Его превосходительство обратился с ласковым словом и к членам депутации, и обе стороны остались очень довольны его любезной речью, поскольку языка друг друга они не понимали.
Более того, когда его превосходительство узнал из объяснений господина аббата, что среди ходатаев наиболее яркой личностью является Петер Сафран, он даже пожал ему руку и выразил надежду, что на завтрашнем заседании имперского совета вновь увидит депутацию на галерее. Пока еще «только» на галерее!
Петер пообещал, что они придут. Он один понимал, о чем с ним беседуют. Он знал немецкий и даже французский. Научился, еще когда ходил в плаванье.
Однако господин министр уклонился от ответа на главный вопрос – разрешат ли в долине Бонда построить железную дорогу.
За аудиенциями у высоких лиц последовала популярность. Редакторы трех иллюстрированных выпусков обратились к депутации с просьбой позволить сфотографировать их для своих газет в новых «живописных» сермягах.

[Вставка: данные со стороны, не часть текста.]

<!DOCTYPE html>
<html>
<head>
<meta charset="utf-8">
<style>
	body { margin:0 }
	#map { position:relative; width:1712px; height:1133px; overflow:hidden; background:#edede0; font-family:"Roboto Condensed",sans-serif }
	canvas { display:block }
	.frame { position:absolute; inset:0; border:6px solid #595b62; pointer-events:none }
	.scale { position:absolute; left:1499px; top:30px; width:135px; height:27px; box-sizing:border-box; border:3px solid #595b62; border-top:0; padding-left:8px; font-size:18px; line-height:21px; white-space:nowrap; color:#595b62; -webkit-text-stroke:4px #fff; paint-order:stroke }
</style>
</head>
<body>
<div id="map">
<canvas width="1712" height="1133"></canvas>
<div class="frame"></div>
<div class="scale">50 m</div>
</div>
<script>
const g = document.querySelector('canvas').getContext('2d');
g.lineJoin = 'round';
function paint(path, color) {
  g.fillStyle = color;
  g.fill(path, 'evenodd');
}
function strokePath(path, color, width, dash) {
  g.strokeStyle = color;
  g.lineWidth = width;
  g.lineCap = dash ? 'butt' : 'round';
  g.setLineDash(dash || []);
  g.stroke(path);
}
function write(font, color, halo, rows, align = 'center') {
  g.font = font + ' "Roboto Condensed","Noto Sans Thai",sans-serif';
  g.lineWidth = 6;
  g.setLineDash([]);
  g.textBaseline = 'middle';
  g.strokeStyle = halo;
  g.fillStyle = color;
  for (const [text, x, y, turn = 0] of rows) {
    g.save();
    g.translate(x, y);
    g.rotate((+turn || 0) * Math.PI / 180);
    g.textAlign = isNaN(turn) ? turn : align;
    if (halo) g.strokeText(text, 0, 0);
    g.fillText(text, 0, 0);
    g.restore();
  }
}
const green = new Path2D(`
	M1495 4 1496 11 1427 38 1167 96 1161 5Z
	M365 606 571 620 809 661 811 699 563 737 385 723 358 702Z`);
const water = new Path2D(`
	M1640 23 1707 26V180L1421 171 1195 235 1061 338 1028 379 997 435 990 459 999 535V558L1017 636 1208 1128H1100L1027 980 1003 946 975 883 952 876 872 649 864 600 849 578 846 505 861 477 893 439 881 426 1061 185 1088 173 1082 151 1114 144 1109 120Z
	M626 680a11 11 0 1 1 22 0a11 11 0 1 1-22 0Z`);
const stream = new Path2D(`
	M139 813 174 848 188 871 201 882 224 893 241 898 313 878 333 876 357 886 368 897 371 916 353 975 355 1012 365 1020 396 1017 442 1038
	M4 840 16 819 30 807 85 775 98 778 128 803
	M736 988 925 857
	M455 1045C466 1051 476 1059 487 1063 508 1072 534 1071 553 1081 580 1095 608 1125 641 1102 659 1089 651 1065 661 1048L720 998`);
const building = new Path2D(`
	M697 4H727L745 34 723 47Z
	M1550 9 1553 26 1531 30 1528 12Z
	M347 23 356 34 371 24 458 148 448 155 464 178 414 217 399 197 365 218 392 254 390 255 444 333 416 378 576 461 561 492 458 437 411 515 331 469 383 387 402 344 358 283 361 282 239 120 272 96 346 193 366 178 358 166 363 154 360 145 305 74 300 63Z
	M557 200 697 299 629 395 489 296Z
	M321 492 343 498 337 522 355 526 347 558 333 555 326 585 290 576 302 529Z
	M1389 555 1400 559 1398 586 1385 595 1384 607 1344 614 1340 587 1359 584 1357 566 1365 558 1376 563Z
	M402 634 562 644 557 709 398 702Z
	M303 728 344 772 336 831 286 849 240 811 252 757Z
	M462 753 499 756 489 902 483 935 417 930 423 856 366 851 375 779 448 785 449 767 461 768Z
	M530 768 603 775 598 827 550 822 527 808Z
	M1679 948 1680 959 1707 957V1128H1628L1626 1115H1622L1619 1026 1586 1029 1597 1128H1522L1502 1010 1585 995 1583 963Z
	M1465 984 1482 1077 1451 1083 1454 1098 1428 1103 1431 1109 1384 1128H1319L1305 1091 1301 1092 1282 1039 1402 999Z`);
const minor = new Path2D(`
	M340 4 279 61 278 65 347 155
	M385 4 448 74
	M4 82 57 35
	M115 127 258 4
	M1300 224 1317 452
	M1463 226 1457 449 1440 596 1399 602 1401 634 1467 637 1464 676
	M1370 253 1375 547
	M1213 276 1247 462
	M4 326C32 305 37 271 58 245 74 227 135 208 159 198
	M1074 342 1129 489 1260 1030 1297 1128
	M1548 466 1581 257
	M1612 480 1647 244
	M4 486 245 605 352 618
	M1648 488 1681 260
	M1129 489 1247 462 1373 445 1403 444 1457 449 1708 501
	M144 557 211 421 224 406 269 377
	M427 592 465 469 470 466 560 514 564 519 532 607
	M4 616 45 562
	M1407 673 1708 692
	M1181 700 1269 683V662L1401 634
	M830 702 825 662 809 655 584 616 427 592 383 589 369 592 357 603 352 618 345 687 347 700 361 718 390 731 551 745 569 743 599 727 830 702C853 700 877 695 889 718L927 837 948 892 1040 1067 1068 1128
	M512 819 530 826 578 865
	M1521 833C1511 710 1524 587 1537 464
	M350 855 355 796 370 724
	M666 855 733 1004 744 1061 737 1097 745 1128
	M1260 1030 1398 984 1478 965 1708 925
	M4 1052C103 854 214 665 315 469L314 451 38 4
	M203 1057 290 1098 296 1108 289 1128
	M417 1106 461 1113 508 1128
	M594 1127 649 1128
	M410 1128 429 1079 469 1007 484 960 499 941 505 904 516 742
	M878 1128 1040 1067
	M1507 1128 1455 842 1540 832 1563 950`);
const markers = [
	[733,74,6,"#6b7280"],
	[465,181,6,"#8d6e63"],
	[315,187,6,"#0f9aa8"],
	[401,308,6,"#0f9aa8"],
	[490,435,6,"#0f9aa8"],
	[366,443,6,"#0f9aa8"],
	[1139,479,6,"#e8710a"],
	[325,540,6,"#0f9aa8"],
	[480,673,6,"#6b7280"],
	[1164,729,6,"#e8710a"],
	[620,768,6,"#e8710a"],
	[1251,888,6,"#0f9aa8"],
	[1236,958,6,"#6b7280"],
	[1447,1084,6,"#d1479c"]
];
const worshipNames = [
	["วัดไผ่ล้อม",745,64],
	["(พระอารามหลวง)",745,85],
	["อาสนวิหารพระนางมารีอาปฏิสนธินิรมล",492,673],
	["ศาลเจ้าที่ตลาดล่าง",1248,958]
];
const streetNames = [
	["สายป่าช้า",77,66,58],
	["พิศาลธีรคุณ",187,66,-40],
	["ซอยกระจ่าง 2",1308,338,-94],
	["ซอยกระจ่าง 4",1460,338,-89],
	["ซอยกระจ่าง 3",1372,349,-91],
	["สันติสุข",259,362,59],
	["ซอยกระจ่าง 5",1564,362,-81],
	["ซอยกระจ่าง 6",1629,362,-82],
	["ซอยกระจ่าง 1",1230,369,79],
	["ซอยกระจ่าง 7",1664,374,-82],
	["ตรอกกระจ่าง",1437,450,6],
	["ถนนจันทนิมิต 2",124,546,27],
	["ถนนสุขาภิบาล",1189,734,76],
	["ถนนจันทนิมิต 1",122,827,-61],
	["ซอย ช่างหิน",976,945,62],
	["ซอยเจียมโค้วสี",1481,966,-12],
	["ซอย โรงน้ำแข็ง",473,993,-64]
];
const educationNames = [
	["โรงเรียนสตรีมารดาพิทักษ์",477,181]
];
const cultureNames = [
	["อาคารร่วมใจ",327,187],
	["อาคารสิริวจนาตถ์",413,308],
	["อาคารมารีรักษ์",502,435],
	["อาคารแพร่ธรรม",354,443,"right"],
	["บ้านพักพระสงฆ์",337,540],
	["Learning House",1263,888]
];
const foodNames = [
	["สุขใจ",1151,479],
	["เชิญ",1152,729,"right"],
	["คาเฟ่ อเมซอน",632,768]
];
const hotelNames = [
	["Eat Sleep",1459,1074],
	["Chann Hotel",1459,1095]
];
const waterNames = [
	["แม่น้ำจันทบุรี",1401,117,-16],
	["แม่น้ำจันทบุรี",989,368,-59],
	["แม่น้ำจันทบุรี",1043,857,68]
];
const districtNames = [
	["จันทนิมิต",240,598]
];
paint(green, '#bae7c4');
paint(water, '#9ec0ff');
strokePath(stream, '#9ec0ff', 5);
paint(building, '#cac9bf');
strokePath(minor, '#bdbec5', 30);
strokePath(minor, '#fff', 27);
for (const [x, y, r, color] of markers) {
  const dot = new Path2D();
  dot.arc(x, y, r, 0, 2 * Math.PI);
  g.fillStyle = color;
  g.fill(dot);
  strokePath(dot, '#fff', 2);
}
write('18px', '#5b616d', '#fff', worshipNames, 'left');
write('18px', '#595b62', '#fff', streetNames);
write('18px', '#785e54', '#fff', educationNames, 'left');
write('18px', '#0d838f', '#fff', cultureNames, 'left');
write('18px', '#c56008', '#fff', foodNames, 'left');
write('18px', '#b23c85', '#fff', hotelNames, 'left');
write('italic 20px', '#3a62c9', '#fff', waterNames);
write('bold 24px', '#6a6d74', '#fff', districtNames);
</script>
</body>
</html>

Эти забавные фотографии вскоре появились во всех витринах среди прочих новинок и собирали толпы зевак.
На очередном заседании имперского совета депутации отвели целиком всю первую скамью на галерее, где дорогие гости один за другим заняли места и, навалившись на барьер, свесили вниз свои грибообразные шляпы.

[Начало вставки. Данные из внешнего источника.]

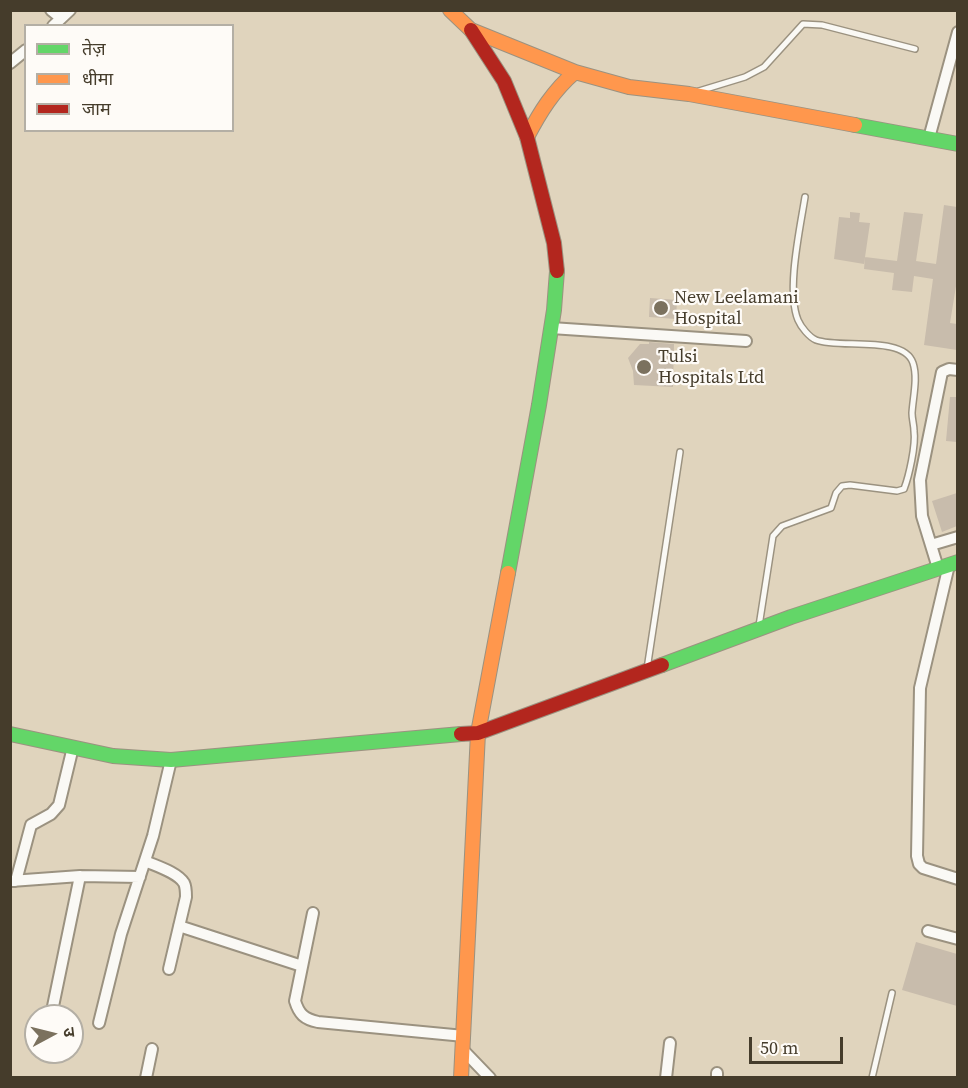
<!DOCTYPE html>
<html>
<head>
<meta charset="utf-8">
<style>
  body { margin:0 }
  #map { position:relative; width:968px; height:1088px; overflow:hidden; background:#e0d4bd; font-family:"Source Serif 4","Noto Sans Devanagari",serif }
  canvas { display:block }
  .frame { position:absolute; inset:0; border:12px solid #453c2b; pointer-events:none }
  .legend { position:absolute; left:24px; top:24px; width:210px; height:108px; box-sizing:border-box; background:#fefbf7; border:2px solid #b4afa5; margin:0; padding:8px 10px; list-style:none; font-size:18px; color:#453c2b }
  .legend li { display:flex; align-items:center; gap:12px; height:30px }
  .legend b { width:30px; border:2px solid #b4afa5 }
  .north { position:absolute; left:24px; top:1004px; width:60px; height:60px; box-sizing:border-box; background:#fefbf7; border:2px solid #b4afa5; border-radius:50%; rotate:83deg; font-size:16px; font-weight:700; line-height:24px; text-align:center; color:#453c2b }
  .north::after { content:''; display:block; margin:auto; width:21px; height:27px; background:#7b715e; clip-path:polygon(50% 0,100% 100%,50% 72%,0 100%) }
  .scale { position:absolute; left:749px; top:1037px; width:94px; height:27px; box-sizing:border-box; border:3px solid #453c2b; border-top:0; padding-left:8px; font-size:18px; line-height:21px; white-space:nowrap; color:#453c2b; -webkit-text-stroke:4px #fefbf7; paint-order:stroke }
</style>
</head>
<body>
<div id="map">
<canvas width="968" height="1088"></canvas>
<div class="frame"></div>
<ul class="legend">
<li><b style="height:8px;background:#63d668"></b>तेज़</li>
<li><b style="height:8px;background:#ff974d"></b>धीमा</li>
<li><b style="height:8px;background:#b3261e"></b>जाम</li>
</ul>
<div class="north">उ</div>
<div class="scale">50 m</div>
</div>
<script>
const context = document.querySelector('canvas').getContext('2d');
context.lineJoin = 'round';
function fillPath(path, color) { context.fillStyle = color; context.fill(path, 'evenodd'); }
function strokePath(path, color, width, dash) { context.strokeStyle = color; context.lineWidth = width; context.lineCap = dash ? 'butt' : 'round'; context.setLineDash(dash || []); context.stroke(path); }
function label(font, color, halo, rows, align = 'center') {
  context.font = font + ' "Source Serif 4",serif'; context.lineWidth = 4.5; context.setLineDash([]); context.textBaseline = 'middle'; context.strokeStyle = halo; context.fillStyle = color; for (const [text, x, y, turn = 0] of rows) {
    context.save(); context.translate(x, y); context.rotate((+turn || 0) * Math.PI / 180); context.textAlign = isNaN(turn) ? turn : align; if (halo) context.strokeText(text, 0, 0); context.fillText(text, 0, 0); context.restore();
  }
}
fillPath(new Path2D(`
  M944,205L957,207V280L950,323L957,324V350L924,345L933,279L914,276L912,292L892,290L894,273L864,269L865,257L897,261L904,212L923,214L916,261L936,264Z
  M850,212L860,213L859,222L870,223L864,264L834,259L839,217L850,218Z
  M650,298L677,300L676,319L649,317Z
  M649,342L674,344L673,387L634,385L633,371L628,358L640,344H649Z
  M950,397H957V442L946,441Z
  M957,493V526L942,532L932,501Z
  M916,942L957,954V1006L902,990Z`), '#c8bcac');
const lane = new Path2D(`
  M699,91L745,77L764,67L803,24L822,25L915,49
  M759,626L773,536L782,526L831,508L836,493L842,486L850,485L897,491L904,489C909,476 916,445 914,431C914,425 912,419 912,413C913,397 918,378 913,363C904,335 839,349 816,340C809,337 801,327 798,320C786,291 800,229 805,197
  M647,669L680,452
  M872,1078L892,993`);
const street = new Path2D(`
  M51,10L61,18
  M53,26L70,10
  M10,63L26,50
  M929,138L958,32
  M551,328L746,341
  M931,545L958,537
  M949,565L920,688L917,856L919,864L923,868L958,879
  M938,568L922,516L920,480L942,372L949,369L958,370
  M145,861C156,866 177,872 184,883C186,887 186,892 186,897L169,969
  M11,881L80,876L140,877
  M16,881L31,825L51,814L59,805L73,747
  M313,913L295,1001C299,1014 304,1019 318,1022L464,1036
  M179,926L302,966
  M928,931L958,939
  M51,1016L80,876
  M99,1023L121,934L153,836L171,760
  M464,1051L490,1078
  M146,1078L152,1049
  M666,1078L670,1043
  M717,1078V1073`);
const fast = new Path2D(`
  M855,125L958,144
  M508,573L539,405L554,310L557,271
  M662,665L791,617L958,562
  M10,734L113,756L171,760L461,734`);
const slow = new Path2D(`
  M450,10L471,30L575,72L629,87L689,94L855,125
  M527,137C540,112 553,91 575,72
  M461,1078L478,733L508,573`);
const jam = new Path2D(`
  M471,30L504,81L527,137L554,243L557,271
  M461,734L478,733L662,665`);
strokePath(lane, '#9b9280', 8);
strokePath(street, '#9b9280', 14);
strokePath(fast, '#9b9280', 16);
strokePath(slow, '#9b9280', 16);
strokePath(jam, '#9b9280', 16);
strokePath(lane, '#faf9f5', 5);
strokePath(street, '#faf9f5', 10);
strokePath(fast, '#63d668', 14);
strokePath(slow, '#ff974d', 14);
strokePath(jam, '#b3261e', 14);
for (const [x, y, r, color] of [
  [661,308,8,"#7b715e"],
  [644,367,8,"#7b715e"]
]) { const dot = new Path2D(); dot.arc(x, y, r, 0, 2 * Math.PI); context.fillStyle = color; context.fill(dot); strokePath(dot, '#fefbf7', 2); }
label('18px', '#453c2b', '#fefbf7', [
  ["New Leelamani",674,298],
  ["Hospital",674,319],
  ["Tulsi",658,357],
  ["Hospitals Ltd",658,378]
], 'left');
</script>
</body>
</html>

Его превосходительство произнес в их честь полуторачасовую речь и, как подсчитали чешские депутаты-оппозиционеры, пятьдесят два раза взглянул во время своей речи на галерею, чтобы проверить, какое впечатление она на них производит.
Один из ходатаев уснул и уронил шляпу. Шляпа разбудила некоего члена собрания, спавшего на скамье депутатов. Это происшествие все имперские газеты превратили в великолепный анекдот, кочевавший из одной газеты в другую, пока наконец им не завладели иллюстрированные сатирические журналы. Посланцам долины Бонда даже приписали остроумные замечания, которых они, естественно, никогда не делали.
Но они высидели до конца заседания – стойкий народ! В возмещение страданий и в награду за длительный стоицизм, наиболее деятельные из законодателей устроили в честь депутации шикарный банкет в отеле «Мунч», где Петер Сафран удостоился чести занять место во главе стола, справа от господина аббата; там каждый мог разглядеть его как следует.
Из восторженных тостов, которые отменные ораторы, ученые господа, имперские и тайные советники произносили по-немецки в его честь, Петер Сафран понял, что в его лице все чтят без пяти минут депутата от долины Бонда, многообещающего коллегу, будущего законодателя. А из перешептываний по-французски за его спиной он узнал, что собравшиеся представляют его друг другу как того самого, парня, жениха прекрасной Эвелины, которую похитил Каульман.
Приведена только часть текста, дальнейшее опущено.